Realiseren van een goede leefomgevingskwaliteit
Een goede omgevingskwaliteit is onderdeel van de centrale doelstelling van de Omgevingswet en als zodanig van nationaal belang. Dit gaat om het belang van cultureel erfgoed, architectonische kwaliteit van bouwwerken, stedenbouwkundige kwaliteit en kwaliteit van natuur en landschap.
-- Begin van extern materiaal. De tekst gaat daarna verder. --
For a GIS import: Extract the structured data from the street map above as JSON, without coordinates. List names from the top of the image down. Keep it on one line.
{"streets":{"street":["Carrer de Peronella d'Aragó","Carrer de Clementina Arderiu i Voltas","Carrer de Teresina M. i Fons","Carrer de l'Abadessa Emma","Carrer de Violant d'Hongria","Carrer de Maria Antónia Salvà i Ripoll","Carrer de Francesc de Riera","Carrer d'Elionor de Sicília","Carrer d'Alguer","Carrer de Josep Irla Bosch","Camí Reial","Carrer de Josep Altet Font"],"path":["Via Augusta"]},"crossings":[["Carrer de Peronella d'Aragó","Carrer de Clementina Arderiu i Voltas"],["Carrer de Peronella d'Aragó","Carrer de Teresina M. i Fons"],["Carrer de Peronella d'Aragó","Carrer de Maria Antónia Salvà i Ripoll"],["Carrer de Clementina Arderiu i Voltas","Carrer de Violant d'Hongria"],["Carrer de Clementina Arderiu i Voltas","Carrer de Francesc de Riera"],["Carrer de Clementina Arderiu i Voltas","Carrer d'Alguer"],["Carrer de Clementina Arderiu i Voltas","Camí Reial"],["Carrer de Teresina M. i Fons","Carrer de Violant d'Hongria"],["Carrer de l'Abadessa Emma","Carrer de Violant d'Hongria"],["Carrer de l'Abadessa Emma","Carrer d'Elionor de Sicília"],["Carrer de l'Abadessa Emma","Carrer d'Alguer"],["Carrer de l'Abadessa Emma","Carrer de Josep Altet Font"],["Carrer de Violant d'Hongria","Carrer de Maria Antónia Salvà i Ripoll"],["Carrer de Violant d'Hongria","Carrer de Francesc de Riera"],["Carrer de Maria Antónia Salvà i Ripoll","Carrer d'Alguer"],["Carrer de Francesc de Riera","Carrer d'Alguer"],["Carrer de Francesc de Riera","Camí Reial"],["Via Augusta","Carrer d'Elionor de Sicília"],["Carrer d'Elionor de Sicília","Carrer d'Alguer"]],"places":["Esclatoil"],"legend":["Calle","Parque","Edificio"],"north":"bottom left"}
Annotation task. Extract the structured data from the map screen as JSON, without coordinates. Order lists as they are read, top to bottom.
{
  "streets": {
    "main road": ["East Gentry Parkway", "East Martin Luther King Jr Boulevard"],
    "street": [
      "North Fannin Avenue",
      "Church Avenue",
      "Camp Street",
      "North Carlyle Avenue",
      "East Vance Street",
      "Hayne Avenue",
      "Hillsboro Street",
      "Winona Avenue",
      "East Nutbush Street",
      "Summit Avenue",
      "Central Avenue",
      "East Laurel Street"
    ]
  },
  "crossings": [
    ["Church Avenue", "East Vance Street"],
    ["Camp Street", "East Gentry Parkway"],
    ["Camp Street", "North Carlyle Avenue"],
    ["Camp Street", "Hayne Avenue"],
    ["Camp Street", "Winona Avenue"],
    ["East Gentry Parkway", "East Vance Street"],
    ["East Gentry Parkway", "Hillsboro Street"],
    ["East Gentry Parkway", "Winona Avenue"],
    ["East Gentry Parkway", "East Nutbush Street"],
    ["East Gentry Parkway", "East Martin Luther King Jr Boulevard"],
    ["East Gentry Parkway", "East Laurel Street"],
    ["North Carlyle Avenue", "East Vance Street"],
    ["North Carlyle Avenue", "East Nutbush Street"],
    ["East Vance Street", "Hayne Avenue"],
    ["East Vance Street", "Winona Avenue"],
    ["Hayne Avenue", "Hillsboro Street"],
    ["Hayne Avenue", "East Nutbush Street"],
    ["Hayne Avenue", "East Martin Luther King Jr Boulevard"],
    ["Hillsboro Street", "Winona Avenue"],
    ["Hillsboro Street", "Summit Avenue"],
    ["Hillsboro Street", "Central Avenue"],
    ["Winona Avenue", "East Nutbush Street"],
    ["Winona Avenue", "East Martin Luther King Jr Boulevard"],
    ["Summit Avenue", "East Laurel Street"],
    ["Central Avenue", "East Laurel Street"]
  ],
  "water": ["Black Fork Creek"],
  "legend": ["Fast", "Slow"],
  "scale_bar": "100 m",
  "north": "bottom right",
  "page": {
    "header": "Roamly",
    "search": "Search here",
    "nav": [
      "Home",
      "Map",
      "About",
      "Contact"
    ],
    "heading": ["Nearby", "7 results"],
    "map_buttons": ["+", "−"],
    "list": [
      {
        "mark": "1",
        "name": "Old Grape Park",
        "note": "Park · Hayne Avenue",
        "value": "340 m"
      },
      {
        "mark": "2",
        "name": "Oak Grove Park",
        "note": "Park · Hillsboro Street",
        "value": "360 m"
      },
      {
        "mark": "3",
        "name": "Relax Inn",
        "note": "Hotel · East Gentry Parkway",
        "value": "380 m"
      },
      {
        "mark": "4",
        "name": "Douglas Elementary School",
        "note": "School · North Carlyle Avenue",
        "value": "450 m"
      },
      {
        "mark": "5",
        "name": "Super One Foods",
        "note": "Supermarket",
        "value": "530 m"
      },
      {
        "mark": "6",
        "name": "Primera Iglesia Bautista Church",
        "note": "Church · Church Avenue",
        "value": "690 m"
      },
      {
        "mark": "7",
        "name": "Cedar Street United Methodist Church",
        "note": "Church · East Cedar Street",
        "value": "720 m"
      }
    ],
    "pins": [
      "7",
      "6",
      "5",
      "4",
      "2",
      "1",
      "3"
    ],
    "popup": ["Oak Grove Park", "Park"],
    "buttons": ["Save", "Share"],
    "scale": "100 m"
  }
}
Het gaat daarnaast ook om de menselijke beleving van de fysieke leefomgeving, de effecten die de omgeving heeft op mensen, en om de intrinsieke waarden die de maatschappij toekent aan de identiteit van gebieden en aan dier- en plantsoorten. De in de NOVI gehanteerde term leefomgevingskwaliteit omvat zowel de ruimtelijke kwaliteit als de milieukwaliteit van de fysieke leefomgeving. Onder ruimtelijke kwaliteit komen de gebruiks-, belevings- en toekomstwaarde samen. Milieukwaliteit heeft betrekking op waarden die wij toekennen aan een gezonde en veilige woon-, werk- en leefomgeving. Het gaat dan om concrete onderwerpen als luchtkwaliteit, geluidhinder, stank, omgevingsveiligheid, bodem- en waterkwaliteit. Ook sociale samenhang en economische vitaliteit zijn onderdeel van een te realiseren goede leefomgevingskwaliteit. Het concretiseren en operationeel maken van deze kwaliteit gebeurt bij daadwerkelijke ruimtelijke ingrepen.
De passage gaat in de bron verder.